### Exercise directions
Scan the records for the string "shaded"; copy each line where it occurs.

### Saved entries

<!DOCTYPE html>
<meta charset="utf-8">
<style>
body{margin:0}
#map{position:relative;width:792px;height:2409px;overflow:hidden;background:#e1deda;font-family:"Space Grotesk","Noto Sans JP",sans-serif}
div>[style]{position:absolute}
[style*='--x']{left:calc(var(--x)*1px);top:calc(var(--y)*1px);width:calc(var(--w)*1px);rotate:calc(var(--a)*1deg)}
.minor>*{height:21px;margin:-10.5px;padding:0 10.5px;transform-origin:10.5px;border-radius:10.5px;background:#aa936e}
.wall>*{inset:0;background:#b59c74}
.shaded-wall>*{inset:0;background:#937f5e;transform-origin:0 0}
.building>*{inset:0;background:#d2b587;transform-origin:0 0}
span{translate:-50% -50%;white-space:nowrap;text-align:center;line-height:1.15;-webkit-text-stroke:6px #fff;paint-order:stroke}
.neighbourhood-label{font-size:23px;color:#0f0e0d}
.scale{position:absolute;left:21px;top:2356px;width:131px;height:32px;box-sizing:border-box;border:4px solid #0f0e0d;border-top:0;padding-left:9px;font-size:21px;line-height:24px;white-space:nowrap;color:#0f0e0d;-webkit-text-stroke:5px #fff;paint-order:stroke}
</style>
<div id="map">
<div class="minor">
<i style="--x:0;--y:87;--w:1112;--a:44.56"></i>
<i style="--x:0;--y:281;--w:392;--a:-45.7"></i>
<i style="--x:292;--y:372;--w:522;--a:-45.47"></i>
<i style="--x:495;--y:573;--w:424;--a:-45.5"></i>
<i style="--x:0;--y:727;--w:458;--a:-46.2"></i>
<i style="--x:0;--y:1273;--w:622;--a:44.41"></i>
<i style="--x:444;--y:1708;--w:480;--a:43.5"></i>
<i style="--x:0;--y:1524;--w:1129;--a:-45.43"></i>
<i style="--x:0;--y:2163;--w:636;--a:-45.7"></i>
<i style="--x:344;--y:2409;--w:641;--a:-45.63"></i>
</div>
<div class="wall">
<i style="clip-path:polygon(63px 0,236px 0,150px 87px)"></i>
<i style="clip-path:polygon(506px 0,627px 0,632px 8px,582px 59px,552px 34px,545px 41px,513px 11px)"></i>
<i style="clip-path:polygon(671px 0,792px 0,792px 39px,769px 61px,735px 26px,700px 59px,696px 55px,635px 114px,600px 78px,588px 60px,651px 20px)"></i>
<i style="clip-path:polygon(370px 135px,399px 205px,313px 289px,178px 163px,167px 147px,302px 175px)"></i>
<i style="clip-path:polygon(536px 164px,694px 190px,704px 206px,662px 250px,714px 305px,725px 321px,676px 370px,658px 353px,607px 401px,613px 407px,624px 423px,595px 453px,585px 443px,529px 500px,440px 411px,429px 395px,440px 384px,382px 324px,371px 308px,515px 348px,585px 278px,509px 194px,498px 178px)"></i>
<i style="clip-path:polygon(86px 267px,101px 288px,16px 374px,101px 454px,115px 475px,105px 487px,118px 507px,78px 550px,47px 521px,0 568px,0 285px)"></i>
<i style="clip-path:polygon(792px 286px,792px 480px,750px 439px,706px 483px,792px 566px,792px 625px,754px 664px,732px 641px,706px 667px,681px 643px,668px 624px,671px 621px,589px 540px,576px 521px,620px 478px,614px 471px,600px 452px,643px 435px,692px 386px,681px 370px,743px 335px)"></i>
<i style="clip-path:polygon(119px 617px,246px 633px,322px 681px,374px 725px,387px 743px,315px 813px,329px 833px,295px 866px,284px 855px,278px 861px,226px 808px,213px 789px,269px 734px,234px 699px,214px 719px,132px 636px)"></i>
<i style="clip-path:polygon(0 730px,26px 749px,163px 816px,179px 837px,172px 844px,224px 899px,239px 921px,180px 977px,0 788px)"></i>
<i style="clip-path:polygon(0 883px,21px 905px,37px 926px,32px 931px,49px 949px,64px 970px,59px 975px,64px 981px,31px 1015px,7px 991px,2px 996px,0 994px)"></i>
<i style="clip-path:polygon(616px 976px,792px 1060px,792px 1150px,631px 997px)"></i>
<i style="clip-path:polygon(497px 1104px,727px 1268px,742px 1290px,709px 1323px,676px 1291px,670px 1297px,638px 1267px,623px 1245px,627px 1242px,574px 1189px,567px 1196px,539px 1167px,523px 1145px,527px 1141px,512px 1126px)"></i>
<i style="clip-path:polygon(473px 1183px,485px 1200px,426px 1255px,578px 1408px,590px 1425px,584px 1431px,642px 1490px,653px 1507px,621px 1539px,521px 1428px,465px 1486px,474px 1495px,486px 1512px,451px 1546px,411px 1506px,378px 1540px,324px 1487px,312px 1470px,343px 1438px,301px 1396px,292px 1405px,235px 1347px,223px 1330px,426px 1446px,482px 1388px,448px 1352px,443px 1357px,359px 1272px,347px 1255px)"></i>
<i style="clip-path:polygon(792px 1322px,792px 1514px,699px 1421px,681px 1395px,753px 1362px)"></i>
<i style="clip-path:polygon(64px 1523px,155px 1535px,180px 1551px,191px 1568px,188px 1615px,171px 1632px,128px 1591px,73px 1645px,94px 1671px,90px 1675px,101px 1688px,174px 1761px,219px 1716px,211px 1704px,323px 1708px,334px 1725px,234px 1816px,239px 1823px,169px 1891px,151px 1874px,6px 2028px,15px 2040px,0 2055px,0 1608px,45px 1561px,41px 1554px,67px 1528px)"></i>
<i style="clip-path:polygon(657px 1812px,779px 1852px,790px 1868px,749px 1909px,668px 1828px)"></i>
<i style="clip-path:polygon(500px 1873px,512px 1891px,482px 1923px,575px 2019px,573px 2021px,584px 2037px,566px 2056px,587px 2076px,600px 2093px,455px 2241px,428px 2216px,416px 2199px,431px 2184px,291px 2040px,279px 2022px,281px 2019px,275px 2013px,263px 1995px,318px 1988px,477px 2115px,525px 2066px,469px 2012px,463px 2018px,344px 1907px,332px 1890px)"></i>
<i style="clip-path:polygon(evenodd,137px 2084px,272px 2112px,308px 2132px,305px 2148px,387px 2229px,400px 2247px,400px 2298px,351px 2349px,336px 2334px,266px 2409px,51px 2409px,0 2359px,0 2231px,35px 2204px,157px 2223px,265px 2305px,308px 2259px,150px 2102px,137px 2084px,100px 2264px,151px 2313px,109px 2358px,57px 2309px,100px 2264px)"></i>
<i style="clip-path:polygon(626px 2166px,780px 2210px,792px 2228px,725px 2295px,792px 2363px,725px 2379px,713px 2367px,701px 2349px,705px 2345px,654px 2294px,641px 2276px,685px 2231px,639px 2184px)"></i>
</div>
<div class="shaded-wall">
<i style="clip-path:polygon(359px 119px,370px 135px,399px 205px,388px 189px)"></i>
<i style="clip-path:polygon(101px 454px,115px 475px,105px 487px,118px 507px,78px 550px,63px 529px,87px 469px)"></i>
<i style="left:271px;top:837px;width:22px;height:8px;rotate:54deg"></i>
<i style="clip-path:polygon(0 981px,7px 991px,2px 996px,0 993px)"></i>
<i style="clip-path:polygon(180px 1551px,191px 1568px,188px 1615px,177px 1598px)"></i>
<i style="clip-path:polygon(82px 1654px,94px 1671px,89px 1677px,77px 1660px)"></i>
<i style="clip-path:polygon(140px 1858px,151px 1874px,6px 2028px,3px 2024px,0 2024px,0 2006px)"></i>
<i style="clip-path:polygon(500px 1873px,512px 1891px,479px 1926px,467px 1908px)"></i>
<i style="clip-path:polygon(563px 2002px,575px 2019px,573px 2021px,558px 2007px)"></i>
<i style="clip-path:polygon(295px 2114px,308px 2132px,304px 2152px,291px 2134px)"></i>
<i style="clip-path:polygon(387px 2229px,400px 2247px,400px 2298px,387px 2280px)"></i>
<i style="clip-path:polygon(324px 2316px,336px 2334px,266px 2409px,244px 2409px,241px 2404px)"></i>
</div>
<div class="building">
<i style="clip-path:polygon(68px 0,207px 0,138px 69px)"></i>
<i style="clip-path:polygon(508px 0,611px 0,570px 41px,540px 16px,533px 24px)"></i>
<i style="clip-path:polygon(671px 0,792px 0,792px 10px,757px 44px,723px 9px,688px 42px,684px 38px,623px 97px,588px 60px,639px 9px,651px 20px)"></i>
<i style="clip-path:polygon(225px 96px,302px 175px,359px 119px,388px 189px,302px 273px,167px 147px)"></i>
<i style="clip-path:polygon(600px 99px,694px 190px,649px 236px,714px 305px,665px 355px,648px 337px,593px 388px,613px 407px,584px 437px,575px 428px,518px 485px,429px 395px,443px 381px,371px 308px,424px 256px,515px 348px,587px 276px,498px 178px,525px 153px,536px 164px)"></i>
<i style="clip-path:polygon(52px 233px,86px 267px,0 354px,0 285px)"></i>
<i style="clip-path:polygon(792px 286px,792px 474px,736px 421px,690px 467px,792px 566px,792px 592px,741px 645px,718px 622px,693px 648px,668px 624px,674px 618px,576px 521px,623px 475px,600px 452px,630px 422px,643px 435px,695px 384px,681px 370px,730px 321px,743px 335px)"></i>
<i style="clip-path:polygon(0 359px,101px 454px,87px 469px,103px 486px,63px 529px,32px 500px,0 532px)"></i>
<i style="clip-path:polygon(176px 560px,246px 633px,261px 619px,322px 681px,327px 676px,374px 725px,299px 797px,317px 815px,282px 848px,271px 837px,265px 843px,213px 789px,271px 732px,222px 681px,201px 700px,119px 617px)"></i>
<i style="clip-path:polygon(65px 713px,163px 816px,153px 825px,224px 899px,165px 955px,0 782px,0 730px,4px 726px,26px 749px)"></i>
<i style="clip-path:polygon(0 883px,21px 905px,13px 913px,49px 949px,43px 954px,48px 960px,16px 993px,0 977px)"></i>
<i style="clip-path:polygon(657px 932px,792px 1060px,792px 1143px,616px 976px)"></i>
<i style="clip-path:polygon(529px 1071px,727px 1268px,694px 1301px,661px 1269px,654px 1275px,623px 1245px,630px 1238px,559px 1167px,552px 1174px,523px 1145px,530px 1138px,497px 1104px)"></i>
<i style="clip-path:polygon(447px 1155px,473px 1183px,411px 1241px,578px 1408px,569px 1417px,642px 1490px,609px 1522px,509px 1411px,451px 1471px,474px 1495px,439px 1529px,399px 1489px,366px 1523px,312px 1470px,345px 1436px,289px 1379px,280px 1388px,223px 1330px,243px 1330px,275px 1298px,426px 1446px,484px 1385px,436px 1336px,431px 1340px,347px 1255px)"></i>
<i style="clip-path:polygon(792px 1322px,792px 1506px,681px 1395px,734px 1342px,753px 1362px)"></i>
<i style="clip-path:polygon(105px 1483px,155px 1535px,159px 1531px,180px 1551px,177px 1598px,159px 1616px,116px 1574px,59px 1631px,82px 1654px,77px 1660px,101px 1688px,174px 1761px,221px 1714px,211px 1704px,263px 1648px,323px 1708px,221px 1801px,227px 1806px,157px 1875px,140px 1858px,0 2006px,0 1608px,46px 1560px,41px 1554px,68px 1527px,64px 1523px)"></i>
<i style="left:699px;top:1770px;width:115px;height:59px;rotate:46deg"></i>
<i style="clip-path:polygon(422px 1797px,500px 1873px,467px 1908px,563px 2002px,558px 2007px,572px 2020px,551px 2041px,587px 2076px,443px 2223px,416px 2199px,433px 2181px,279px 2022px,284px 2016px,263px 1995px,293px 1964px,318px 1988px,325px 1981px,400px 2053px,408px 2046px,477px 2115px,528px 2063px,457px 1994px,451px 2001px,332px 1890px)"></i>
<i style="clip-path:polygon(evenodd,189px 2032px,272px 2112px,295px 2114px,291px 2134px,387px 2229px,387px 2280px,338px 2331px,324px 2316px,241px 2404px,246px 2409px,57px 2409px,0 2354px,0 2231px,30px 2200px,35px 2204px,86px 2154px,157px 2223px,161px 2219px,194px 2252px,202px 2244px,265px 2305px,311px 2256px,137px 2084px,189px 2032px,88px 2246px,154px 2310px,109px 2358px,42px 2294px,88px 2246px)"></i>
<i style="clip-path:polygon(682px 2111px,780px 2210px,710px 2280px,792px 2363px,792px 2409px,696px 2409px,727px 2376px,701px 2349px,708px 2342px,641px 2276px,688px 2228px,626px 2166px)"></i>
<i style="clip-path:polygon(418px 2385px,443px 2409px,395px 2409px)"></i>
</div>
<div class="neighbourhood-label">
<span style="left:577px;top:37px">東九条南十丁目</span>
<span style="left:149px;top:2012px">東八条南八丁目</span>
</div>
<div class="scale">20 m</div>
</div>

### Solved exercise
.shaded-wall>*{inset:0;background:#937f5e;transform-origin:0 0}
<div class="shaded-wall">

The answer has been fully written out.